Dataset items
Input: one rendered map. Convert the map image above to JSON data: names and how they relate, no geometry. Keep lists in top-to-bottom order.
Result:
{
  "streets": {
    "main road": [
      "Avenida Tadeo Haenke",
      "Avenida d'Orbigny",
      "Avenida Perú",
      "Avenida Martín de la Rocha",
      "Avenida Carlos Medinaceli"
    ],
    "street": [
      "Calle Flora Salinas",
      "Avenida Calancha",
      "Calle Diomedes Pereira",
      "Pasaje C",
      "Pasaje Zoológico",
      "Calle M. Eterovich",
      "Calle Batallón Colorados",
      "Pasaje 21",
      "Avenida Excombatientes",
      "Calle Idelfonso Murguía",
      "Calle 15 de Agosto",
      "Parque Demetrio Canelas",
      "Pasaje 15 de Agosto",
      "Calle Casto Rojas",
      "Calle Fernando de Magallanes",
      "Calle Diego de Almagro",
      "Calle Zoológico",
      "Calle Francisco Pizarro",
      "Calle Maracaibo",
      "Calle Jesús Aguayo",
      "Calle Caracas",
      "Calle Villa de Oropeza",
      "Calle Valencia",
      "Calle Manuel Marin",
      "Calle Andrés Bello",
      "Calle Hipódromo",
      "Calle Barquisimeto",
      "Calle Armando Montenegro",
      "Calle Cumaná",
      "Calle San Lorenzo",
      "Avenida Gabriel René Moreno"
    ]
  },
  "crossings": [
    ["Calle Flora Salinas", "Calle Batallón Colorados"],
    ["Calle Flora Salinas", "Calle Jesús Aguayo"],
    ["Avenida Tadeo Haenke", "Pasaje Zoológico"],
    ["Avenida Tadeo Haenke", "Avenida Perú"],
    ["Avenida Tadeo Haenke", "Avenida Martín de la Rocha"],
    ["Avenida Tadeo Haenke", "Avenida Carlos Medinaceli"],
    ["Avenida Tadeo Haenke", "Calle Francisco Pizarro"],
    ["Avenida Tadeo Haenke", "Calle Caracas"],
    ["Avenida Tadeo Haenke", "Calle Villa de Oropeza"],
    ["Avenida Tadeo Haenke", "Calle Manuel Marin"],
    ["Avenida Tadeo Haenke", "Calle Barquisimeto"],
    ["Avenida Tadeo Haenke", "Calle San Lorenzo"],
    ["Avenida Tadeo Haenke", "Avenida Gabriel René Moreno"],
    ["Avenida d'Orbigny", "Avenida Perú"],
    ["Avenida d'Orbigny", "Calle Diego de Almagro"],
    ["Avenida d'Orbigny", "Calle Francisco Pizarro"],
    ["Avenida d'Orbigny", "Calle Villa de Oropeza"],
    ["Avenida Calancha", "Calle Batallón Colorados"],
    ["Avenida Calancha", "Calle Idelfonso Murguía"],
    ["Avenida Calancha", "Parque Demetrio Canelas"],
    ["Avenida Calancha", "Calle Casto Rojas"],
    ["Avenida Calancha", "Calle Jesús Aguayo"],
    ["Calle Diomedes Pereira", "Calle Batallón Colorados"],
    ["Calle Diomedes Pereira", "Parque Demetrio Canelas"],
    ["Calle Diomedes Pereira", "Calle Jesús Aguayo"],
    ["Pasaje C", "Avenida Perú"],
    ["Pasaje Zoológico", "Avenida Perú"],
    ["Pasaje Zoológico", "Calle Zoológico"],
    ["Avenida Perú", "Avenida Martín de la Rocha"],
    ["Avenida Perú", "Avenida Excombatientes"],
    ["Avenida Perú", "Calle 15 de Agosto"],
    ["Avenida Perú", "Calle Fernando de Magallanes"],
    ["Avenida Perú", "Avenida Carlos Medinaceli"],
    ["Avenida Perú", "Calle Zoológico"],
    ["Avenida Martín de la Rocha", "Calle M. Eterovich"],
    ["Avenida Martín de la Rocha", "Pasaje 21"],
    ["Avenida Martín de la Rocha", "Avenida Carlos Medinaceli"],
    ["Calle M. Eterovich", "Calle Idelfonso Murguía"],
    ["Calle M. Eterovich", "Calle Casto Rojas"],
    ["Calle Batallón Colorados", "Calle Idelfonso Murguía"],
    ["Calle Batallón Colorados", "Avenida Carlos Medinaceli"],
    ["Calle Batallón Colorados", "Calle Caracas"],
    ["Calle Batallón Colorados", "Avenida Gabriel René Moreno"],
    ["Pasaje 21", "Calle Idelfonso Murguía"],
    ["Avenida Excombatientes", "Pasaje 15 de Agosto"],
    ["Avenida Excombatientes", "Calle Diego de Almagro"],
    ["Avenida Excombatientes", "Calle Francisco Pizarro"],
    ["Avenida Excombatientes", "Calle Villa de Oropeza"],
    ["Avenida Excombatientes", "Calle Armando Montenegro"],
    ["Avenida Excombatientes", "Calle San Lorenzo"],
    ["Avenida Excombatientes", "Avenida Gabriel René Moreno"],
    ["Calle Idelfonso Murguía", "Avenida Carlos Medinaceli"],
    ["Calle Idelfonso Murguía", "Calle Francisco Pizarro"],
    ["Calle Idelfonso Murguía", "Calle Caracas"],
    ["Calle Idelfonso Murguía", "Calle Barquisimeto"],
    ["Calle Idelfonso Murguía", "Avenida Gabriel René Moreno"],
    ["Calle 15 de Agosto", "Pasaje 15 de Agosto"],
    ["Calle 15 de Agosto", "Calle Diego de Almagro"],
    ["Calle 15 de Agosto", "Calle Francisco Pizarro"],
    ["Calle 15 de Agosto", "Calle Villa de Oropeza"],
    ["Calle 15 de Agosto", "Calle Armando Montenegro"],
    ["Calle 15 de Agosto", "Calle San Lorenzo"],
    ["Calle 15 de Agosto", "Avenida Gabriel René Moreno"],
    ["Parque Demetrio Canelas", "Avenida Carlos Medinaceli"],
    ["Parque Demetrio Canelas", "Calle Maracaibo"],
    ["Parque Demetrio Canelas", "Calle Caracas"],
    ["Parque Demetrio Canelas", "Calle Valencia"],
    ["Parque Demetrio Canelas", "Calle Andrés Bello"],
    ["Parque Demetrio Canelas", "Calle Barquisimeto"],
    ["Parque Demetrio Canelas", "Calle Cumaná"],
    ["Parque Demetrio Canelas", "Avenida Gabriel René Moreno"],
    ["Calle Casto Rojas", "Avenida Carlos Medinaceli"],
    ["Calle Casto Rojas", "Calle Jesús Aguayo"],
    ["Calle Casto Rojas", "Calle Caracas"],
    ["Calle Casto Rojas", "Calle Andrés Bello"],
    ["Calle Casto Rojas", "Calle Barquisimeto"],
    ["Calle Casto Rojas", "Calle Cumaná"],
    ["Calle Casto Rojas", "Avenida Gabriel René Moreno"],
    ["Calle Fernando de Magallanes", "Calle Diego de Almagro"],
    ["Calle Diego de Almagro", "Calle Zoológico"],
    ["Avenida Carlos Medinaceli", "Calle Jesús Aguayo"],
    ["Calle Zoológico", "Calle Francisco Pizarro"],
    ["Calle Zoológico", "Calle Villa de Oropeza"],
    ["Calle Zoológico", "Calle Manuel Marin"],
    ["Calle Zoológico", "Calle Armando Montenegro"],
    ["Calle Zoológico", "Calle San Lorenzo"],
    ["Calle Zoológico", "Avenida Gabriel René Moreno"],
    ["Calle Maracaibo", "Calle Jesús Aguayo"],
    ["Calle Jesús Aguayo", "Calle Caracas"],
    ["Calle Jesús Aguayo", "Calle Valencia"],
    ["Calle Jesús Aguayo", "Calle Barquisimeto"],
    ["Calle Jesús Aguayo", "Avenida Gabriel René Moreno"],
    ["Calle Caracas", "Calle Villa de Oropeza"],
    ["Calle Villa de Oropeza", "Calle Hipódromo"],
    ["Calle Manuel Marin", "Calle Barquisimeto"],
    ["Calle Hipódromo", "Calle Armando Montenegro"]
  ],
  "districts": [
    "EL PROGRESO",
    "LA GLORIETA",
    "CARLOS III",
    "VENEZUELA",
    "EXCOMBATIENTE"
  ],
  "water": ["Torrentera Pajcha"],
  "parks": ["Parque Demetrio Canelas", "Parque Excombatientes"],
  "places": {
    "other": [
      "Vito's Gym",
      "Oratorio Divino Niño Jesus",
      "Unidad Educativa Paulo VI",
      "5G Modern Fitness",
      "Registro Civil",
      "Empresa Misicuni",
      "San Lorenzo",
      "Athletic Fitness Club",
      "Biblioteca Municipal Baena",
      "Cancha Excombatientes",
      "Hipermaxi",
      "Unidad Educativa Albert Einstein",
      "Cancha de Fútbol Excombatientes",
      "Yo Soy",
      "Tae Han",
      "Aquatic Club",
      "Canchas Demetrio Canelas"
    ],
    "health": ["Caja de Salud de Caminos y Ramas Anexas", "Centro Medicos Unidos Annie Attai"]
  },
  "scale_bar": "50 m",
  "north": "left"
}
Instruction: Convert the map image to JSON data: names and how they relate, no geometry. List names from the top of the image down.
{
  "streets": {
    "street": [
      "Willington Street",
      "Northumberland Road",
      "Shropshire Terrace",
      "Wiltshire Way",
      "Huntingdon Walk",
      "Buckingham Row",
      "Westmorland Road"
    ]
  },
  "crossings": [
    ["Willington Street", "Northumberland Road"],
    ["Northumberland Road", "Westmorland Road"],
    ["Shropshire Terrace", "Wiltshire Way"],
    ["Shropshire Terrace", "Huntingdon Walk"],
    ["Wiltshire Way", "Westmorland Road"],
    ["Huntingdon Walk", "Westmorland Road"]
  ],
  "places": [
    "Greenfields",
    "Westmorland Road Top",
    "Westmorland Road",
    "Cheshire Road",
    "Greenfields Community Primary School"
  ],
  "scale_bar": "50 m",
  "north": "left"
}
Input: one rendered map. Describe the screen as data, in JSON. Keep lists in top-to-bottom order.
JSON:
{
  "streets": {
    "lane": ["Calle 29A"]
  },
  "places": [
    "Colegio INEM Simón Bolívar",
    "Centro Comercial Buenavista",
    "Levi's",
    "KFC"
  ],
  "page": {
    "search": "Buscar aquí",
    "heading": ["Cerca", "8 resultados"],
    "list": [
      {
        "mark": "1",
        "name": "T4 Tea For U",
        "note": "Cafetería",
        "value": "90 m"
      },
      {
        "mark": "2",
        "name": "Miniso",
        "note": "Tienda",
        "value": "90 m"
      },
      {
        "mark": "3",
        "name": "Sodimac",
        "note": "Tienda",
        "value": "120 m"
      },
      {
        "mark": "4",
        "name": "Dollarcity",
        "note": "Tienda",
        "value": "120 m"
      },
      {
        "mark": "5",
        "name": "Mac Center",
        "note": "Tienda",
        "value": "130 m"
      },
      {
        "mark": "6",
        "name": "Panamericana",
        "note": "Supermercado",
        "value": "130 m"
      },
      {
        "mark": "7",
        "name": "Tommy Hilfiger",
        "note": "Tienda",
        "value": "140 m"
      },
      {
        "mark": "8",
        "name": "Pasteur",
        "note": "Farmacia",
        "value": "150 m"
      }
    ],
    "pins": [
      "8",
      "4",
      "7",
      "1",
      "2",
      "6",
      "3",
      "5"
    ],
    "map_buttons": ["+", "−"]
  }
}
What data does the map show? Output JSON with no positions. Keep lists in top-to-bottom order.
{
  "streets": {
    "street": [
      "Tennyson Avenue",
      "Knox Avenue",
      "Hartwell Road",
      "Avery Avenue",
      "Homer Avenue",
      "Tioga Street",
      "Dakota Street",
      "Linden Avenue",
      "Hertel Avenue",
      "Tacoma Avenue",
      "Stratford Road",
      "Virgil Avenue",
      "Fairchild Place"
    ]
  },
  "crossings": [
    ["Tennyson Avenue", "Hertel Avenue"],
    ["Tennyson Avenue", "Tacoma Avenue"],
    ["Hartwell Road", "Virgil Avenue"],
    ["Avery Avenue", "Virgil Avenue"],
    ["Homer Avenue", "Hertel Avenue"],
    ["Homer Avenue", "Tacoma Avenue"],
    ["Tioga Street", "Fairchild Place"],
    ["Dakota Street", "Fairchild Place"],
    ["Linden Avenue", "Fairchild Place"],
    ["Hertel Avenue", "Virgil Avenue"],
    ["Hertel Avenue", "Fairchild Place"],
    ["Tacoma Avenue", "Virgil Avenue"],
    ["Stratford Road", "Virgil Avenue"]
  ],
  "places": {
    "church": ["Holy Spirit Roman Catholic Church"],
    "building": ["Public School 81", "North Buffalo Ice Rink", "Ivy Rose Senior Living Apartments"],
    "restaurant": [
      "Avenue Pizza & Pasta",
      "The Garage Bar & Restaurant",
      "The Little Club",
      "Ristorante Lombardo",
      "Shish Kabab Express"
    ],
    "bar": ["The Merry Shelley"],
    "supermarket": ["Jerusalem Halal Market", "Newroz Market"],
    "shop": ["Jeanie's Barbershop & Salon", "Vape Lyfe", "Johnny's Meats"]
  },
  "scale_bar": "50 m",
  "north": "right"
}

#### How to complete this task:
If a line in the records above has the word "Convert", copy it out.

#### Written response:
Input: one rendered map. Convert the map image above to JSON data: names and how they relate, no geometry. Keep lists in top-to-bottom order.
Instruction: Convert the map image to JSON data: names and how they relate, no geometry. List names from the top of the image down.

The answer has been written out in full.